Recently, the Microscope had a conversation with Adam Heathcote, Director, Department of Water and Climate Change, about the work and impact of the museum’s St. Croix Watershed Research Station. This post contains excerpts from that chat.

Beneath the surface of Minnesota’s 10,000+ lakes lies an archive more detailed than any history book: layers of sediment that have accumulated year after year, decade after decade, for millenia. Each layer captures a moment in time — the pollen that drifted down, the algae that bloomed, the pollutants that washed in. Together, they tell the complete story of how our waters have changed.
At the St. Croix Watershed Research Station, scientists are reading these stories. What they discover doesn’t just satisfy academic curiosity — it determines how millions of dollars get spent, how best to restore polluted lakes, and what “healthy” actually means when we’re trying to bring damaged waters back to life.
The Station has become an internationally recognized center for paleolimnology, the study of the history of inland waters. When scientists extract a core of sediment from a lake bottom, they’re essentially pulling up a timeline.
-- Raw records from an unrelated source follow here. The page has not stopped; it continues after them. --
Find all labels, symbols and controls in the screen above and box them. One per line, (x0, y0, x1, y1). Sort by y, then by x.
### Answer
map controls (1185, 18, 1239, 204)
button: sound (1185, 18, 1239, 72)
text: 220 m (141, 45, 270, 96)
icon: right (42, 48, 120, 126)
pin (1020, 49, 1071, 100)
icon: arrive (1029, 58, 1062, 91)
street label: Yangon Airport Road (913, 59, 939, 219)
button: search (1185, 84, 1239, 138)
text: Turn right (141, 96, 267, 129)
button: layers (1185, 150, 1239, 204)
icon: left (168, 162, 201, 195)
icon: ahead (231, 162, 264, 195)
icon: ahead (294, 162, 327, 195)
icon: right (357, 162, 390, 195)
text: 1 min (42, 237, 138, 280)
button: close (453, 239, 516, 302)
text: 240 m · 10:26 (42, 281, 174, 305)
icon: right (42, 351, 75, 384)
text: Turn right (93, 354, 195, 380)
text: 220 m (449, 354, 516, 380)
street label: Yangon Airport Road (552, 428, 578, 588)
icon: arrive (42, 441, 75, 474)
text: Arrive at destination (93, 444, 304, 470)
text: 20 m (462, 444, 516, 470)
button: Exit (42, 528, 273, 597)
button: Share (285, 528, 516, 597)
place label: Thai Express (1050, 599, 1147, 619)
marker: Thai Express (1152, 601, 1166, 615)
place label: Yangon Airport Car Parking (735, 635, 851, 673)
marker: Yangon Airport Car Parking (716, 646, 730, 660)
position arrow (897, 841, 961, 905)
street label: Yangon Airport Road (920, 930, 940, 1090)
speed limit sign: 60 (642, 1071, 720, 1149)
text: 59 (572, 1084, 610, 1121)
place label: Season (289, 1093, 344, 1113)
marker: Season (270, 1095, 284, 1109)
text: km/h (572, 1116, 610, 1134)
By analyzing these cores, researchers can understand how aquatic ecosystems have changed over decades or even millennia, providing the critical context needed for environmental restoration and protection efforts.
This isn’t esoteric science. This is the foundation of how Minnesota protects its waters. The Station’s research helped establish the nutrient criteria now embedded in state law — the benchmarks that determine whether a lake is healthy and guide tens of millions of dollars in restoration investments. Instead of guessing what a lake should look like, scientists can look back at what it did look like before agricultural runoff or development changed it. This ensures public funds are targeted effectively and restoration goals are based on scientific evidence of what lakes can realistically achieve, not wishful thinking.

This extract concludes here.